A gibbous moon hangs over a lonely mountain trail in the Italian Alps, above the village of Malles Venosta, whose lights dot the valley below. Benjamin Wiesmair stands next to a moth trap as tall as he is, his face, bushy beard, and hair bun lit by its purple glow. He’s wearing a headlamp, a dusty and battered smartwatch, cargo shorts, and a blue zip sweater with the sleeves pulled up. Countless moths beat frenetically around the trap’s white, diaphanous panels, which are swaying with ghostly ripples in a gentle breeze. Wiesmair squints at his smartphone, which is logged on to a database of European moth species.
“Chersotis multangula,” he says.
“Yes, we need that,” comes the crisp reply from Clara Spilker, consulting a laptop.

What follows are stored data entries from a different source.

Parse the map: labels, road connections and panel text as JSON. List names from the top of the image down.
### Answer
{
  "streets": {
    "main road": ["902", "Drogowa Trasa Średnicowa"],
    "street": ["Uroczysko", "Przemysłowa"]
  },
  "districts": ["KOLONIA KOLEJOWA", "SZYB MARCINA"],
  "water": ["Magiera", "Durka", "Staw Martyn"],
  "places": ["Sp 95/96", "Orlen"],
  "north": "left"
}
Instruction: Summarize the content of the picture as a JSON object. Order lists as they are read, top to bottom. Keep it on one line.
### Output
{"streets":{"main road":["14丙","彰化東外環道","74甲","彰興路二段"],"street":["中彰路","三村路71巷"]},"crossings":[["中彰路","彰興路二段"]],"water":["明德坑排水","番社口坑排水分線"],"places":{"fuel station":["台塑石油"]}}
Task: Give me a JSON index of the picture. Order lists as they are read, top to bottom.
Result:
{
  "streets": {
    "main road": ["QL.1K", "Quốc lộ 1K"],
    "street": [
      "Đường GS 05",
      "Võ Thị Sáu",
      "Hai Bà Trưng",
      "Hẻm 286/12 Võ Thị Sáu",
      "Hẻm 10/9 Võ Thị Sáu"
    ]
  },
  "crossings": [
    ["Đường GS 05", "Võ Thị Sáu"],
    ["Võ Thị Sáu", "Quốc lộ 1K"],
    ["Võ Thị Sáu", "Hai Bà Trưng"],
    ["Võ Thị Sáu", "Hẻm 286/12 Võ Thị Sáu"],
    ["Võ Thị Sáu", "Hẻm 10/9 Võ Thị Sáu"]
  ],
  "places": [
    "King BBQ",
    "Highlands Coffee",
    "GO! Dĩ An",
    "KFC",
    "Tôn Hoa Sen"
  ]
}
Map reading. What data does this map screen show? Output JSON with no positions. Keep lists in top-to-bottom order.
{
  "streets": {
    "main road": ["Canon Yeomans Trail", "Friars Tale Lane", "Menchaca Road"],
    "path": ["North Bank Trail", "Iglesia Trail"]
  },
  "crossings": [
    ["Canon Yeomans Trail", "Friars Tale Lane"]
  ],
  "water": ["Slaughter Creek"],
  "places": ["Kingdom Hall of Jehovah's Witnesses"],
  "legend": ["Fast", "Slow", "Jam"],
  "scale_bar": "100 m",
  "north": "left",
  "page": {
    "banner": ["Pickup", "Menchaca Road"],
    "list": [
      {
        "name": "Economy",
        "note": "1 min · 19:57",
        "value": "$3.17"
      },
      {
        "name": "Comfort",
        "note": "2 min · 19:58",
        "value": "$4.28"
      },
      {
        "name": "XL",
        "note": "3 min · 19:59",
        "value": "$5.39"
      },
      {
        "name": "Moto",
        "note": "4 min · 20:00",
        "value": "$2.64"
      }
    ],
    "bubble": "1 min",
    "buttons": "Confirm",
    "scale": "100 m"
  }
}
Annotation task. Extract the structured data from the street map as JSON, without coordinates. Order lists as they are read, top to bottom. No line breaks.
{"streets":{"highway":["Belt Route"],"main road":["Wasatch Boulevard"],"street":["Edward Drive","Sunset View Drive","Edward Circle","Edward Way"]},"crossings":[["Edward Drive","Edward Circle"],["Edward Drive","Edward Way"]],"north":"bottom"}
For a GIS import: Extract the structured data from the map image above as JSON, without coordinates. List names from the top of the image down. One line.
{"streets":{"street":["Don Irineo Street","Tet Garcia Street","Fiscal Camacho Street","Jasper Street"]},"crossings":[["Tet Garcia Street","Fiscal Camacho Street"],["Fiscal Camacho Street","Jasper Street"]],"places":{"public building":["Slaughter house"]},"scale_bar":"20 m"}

Wiesmair, an entomologist at the Tyrolean State Museums, in Innsbruck, Austria, and Spilker, a technical assistant at the Senckenberg German Entomological Institute, in Müncheberg, are taking part in one of the most far-reaching biological initiatives ever: obtaining a genome sequence for nearly every named species of eukaryotic organism on the planet. All 1.8 million of them. The researchers are part of an expedition for Project Psyche, which is sampling European butterflies and moths and will feed its data into the global initiative, called the Earth BioGenome Project (EBP).
Eukaryotes are organisms whose cells contain a nucleus. From protozoa to human beings, all have the same basic biological mechanism for building, maintaining, and propagating their form of life: a genome. It’s the sum total of the genes carried by the creature.
Twenty-two years ago, researchers announced that for the first time they had mapped, or “sequenced,” nearly all of the genes in a human genome. The project cost more than US $3 billion and took 13 years, but it eventually transformed medical practice. In the new era of genomic medicine, doctors can take a patient’s specific genetic makeup into consideration during diagnosis and treatment.
The EBP aims to reach its monumental goal by 2035. As of July 2024, its tally of genomes sequenced stood at about 4,200. Success will undoubtedly depend on researchers’ ability to scale several biotech technologies.
“We need to scale, from where we’re at, more than a hundredfold in terms of the number of genomes per year that we’re producing worldwide,” says Harris Lewin, who leads the EBP and is a professor and genetics researcher at Arizona State University.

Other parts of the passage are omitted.